Baseball has its homerun derby, hockey has its skills competitions, and football can be played in any number of ways be them contact or flag related. Golf has a couple of different modes of play as well and several are actually used to determine a champion in one type of tournament or another. Different types of play are used in local golf tournaments or charity events with the scramble and shotgun starts being used at different times, but these different types of play are used to determine champions on a professional level. The two main types of play are the match play and stroke play styles; this is a brief overview of stroke play golf.

Stroke play golf is the most popular style of golf played in the United States and throughout the world as it is the usual scoring system used in professional golfing tournaments. Stroke play is the style you think of when watching the Masters or US Open as a player is basically scored on the number of strokes it takes them to complete a golf course on a given day.
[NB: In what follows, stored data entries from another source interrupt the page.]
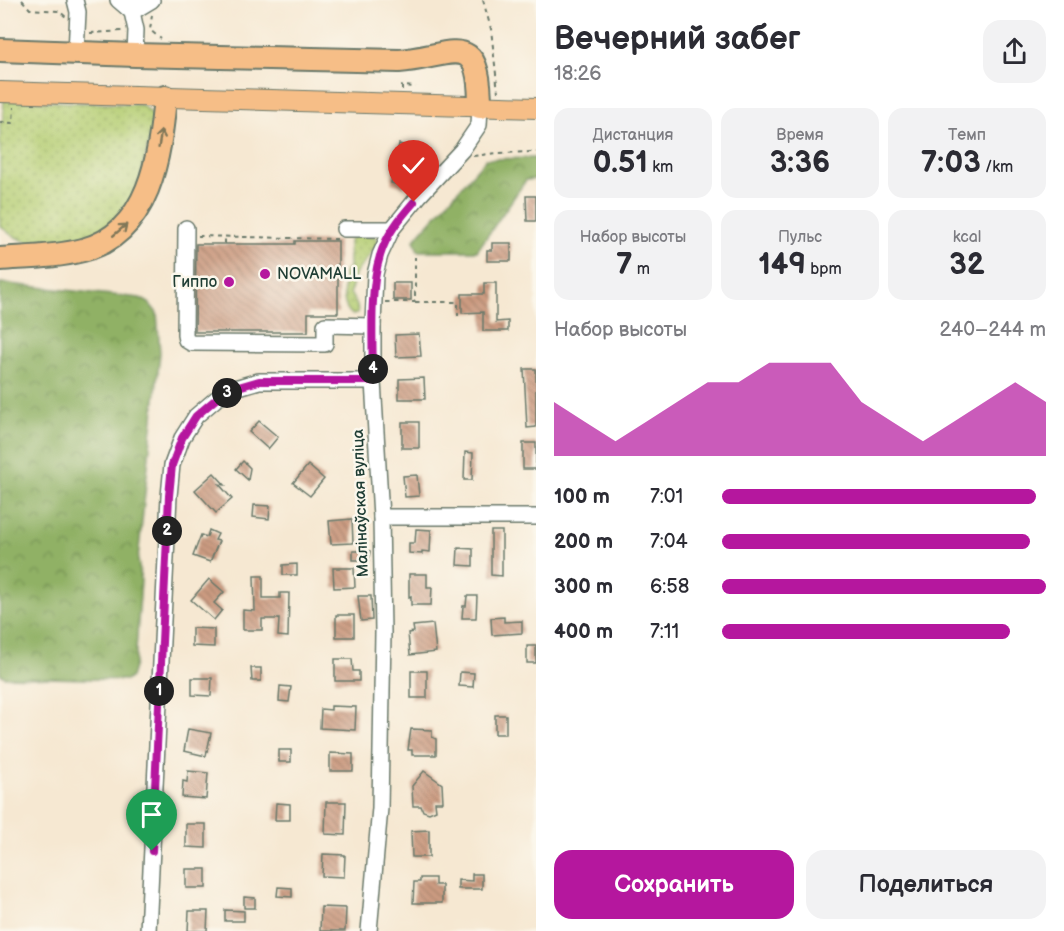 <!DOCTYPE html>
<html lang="ru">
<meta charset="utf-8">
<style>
:root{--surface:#fff;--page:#f2f2f3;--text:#2b2b33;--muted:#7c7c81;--accent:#b5179e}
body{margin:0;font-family:"Balsamiq Sans",sans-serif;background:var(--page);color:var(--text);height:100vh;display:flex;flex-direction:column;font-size:22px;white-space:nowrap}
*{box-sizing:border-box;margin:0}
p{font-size:20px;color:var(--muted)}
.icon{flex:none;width:33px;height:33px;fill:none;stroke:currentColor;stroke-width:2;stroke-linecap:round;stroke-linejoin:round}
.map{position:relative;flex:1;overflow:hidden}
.panel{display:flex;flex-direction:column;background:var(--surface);width:528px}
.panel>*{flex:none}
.pin{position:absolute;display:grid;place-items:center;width:51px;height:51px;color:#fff;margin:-62px -26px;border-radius:50% 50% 50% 0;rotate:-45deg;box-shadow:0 0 6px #0007}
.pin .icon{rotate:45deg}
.km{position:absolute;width:30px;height:30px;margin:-15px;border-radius:50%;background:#222;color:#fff;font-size:16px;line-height:30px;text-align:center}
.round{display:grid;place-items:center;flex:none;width:63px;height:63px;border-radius:18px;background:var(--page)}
.headline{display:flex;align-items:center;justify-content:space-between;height:102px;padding:0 18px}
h1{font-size:33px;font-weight:800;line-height:45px}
.stats{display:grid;grid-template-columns:repeat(3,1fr);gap:9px;height:102px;padding:6px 18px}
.stats div{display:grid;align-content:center;border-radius:15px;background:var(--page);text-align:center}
.stats b{font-size:30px;font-weight:800}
.stats small{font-size:16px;font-weight:400}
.stats p{font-size:16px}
.chart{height:168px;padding:12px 18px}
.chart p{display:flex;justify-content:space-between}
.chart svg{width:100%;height:108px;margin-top:6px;fill:var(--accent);opacity:.7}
.cta{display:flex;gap:12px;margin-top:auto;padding:12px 18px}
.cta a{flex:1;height:69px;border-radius:18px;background:var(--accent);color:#fff;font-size:24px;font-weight:800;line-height:69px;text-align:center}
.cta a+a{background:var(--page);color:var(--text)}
ul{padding:0 18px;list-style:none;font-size:20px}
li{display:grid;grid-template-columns:96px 72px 1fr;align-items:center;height:45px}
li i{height:15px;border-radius:8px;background:var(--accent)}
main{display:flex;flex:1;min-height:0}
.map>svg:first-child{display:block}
.green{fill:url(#green-dots);stroke:#6a8654;stroke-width:1.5}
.forest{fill:url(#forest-crowns);stroke:#58774c;stroke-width:1.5}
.building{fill:url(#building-back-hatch)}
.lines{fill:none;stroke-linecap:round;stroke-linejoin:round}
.minor-casing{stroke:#6a796b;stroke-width:18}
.major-casing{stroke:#6a796b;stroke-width:22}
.highway-casing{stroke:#6a796b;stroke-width:26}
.path{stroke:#6a796b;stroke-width:2;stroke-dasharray:4.5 4.5;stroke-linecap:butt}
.minor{stroke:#fff;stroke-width:15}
.major{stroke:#f6be87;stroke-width:20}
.highway{stroke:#f6be87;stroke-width:22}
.oneway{stroke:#807759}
.route-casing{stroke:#fff;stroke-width:12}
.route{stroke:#b5179e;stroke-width:8}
.poi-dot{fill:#b5179e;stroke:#fbf7ec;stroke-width:2}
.labels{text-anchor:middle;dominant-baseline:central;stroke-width:5;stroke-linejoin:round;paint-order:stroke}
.poi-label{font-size:16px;fill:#1f3d34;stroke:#fbf7ec;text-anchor:start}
.street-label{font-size:16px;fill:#1f3d34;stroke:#fbf7ec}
</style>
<main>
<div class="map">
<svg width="536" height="931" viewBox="0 0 536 931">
<defs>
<pattern id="green-dots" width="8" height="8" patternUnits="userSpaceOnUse" patternTransform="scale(1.5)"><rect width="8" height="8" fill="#b5ce73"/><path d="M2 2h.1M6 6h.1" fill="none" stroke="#93a85f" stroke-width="1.8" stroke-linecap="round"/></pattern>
<pattern id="forest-crowns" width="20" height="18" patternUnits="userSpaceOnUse" patternTransform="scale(1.5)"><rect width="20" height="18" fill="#90b165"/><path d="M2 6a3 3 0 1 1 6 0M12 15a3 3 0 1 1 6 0" fill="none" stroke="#759154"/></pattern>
<pattern id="building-back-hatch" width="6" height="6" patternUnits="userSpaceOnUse" patternTransform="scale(1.5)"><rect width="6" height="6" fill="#cc9b81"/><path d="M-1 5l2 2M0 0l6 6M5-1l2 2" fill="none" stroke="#a5806a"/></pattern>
</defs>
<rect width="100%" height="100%" fill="#fbf7ec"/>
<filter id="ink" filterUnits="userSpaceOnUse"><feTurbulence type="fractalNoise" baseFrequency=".0167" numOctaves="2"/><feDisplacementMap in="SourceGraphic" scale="12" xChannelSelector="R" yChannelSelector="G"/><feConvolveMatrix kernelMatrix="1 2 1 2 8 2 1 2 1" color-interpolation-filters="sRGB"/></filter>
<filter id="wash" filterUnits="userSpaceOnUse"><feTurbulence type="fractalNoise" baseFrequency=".008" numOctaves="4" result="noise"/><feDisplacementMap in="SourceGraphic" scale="24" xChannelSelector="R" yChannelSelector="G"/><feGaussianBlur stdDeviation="1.35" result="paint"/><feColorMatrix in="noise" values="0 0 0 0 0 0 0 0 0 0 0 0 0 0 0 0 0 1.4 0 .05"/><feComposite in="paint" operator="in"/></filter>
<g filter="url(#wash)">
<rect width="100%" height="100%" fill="#f6e8d2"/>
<!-- green -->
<g class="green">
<path d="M4 100 142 105 151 113 154 119 135 201 98 238 49 248 32 244 13 236 0 226V121L3 120Z"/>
<path d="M354 235 373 236 377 238 379 243 355 274 350 293 357 306 358 313 353 315C340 307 344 285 344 272L349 268V241Z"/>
</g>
<!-- forest -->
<g class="forest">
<path d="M536 158V179L526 180 477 251H418L414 240 486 159Z"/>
<path d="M0 283 140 298 149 303 157 313 160 353 138 559 141 581 135 664 131 677 127 680 5 677 0 674Z"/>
</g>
<g id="blocks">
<!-- building -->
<g class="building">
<path d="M399 144 414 148 405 187 391 183Z"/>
<path d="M526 196H536V221H527Z"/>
<path d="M295 241H338V313H308V332H195L196 244H295Z"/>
<path d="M492 243H511V261H487V250H492Z"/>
<rect x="393" y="283" width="18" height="17"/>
<path d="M484 283H496V322L508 321V331H483V312L462 313V294H484Z"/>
<path d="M419 334 421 356 396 357 395 335Z"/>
<path d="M524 369H536V427L527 428Z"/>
<path d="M424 378 425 399H399V379Z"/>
<path d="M259 421 278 437 268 449 249 432Z"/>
<rect x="402" y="422" width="17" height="26"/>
<rect x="523" y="443" width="13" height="26"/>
<path d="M465 452 473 453 472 480H464Z"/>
<path d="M243 461 250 468 248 480 236 469Z"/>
<path d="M308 465 324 479 310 496 293 483Z"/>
<path d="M214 473 225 485 219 484 232 499 216 513 195 490Z"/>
<path d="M417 475 419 496 405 497 403 476Z"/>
<path d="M254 505 270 506 269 519 253 517Z"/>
<path d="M352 519 353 543 331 544 329 521Z"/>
<path d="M416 529 431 530 430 552 422 551V554L409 553V543H415Z"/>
<path d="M209 530 218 534 215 540 219 541 210 562 193 556 201 535 207 537Z"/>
<path d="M491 531H502V576L491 575Z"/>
<path d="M458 548 473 549V566L457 565Z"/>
<path d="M353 551H370L369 560H353Z"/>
<path d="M297 564V575H283V565Z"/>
<path d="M333 568H354L355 587 334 588Z"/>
<path d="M409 574H427V587H432L431 605H411V596L409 597Z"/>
<path d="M254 576H263V598H280V593H289L288 637 278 636 279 619H262V630H243V610L255 611Z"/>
<path d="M209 579 224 592 214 603 222 610 214 620 191 600Z"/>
<path d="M358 596H371L372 620 361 621Z"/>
<path d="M467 596H477L476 618H462L463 606H466Z"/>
<rect x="336" y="615" width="18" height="22"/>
<path d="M504 617V622L522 621V633L492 635 491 618Z"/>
<path d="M433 624 436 652 410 655 408 633 414 632 413 626Z"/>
<path d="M192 628 214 629V647L192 646Z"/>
<rect x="527" y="646" width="9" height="17"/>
<path d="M335 659H352L353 671H359V681H335Z"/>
<path d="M251 668H261V681H252Z"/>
<rect x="411" y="671" width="16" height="27"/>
<path d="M460 672 474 673 473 687 459 686Z"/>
<path d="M192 678H212L211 696 192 695Z"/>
<path d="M280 686 291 687 289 702 279 701Z"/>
<path d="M331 706 356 707 355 730 320 728 321 709 331 710Z"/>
<rect x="495" y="715" width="11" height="19"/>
<path d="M188 729 211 733 206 756 184 751Z"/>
<path d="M411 729 432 730V737L436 739V755H412V750H408Z"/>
<rect x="279" y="750" width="12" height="12"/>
<path d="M330 753 353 754V771H330Z"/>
<path d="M188 771 208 773 206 799 182 797 183 781 187 782Z"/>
<path d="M424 771 442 784 443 802H435L436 810 429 813 423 811 421 806H413L412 786Z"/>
<path d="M326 802H346L345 835 325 834Z"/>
<path d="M276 803 290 804V820H275Z"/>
<path d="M186 824H206V848L186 847Z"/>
<path d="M429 830V857H412L411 831Z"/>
<path d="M323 854 345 855 344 877 322 876Z"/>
<rect x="186" y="869" width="20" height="19"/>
<path d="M472 874H482V889H458V880L472 881Z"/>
<path d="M420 878H435V885H442V903H413L414 882H420Z"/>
<path d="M278 887 292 888V897L277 896Z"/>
<path d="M244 897 255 898V908H244Z"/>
<path d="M321 907 346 908 345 931H320Z"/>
<path d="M225 910 244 911V921H225Z"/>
<path d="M189 911H208L207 931H188Z"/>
</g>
</g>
</g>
<g filter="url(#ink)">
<use href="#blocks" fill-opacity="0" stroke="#6a796b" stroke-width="1.5"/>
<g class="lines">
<!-- minor casing -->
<g class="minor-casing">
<g id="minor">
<path d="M75 0 78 12 76 52"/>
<path d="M118 0 132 12 152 0"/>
<path d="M132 0V12L136 30 135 55"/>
<path d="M186 228 185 335 186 340 191 343 325 344V325L373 326"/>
<path d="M344 229H392"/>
<path d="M381 517H536"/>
<path d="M148 931 169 496 172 465 182 438 196 416 216 399 235 388 259 381H373"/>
<path d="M369 931 380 808 383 632 381 517 373 381V326L375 274 380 255 392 229 419 196 462 150 479 125 480 107"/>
</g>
</g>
<!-- major casing -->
<g class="major-casing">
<path id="major" d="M0 92 536 108"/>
</g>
<!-- highway casing -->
<g class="highway-casing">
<g id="highway">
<path d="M0 50 135 55 399 61C452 57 480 27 480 107"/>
<path d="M0 259C27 257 56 257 83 250 150 233 160 155 165 97"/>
</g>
</g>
<!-- path -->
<g class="path">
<path d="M22 0 30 9 59 11 66 17"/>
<path d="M483 0 491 29 498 92"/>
<path d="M152 15 150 30 161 39"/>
<path d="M90 33 123 31"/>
<path d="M402 90V86L416 87"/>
<path d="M0 122 13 123 14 107"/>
<path d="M473 156 497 153 536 152"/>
<path d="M198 236 337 239"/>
<path d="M225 244V237"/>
<path d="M385 302H415V257"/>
<path d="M415 302H458V316"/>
</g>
<!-- minor -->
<use href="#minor" class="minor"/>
<!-- major -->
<use href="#major" class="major"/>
<!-- highway -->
<use href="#highway" class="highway"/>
</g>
<!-- one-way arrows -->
<defs><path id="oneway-shaft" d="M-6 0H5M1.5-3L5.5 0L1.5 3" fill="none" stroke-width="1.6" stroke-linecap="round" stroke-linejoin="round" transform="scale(1.5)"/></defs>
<g class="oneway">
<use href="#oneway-shaft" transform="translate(160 139) rotate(-81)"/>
<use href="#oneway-shaft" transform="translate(120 230) rotate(-40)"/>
</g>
</g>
<g class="lines" filter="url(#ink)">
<!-- route casing -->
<g class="route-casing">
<path id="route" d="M152 851 169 496 172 465 182 438 196 416 216 399 235 388 259 381H373C373 345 369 290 380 256 386 235 400 218 414 202"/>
</g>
<!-- route -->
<use href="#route" class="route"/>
</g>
<!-- markers -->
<g class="poi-dot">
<circle cx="265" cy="274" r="6"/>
<circle cx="229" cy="282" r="6"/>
</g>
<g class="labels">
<!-- poi labels -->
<g class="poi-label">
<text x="277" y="274">NOVAMALL</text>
<text x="217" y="282" text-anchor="end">Гиппо</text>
</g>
<!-- street labels -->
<g class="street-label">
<text transform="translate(361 503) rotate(-92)">Малінаўская вуліца</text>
</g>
</g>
</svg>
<div class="pin" style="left:152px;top:851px;background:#1e9e55"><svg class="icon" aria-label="arrive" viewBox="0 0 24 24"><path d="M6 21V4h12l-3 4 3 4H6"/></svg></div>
<div class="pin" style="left:414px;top:202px;background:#d93025"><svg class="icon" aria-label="check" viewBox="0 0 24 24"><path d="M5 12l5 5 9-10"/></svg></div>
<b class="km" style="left:159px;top:691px">1</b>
<b class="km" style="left:167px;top:531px">2</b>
<b class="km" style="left:227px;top:393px">3</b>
<b class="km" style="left:373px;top:369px">4</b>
</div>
<section class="panel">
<div class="headline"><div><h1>Вечерний забег</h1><p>18:26</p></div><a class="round"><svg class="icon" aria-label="share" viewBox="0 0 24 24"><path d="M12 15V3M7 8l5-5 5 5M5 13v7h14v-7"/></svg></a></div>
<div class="stats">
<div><p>Дистанция</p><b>0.51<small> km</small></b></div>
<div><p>Время</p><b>3:36</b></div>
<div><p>Темп</p><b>7:03<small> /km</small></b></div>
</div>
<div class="stats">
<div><p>Набор высоты</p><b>7<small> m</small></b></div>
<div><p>Пульс</p><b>149<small> bpm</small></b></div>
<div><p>kcal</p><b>32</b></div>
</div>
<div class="chart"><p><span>Набор высоты</span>240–244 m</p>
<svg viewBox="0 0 160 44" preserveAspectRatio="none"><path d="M0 44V22L10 30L20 38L30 30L40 22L50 14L60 14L70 6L80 6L90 6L100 22L110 30L120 38L130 30L140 22L150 14L160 22V44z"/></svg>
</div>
<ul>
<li><b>100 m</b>7:01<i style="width:97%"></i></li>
<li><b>200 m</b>7:04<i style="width:95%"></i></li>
<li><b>300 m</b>6:58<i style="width:100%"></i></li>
<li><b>400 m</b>7:11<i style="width:89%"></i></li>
</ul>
<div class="cta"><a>Сохранить</a><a>Поделиться</a></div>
</section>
</main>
For instance, if Tiger Woods needs 66 strokes to complete the 18 holes on Augusta National’s course for the Masters then his final score for that day is a 66. All four days are then added up and the golfers are ranked from top to bottom to determine a victor.

Most tournaments will list the leaders by their scores in relation to par, meaning you will hear that a golfer like Tiger Woods finished tournament at -18 or 18 “under par”. Par is the score given as what the designer or official scorer believes it should take to complete the course. If they believe it takes 72 strokes to complete a course than 72 is “par for the course”. If Tiger then finishes at 66 on the day then he has a score of six under par. This is in essence the way that stroke play is formed and scored.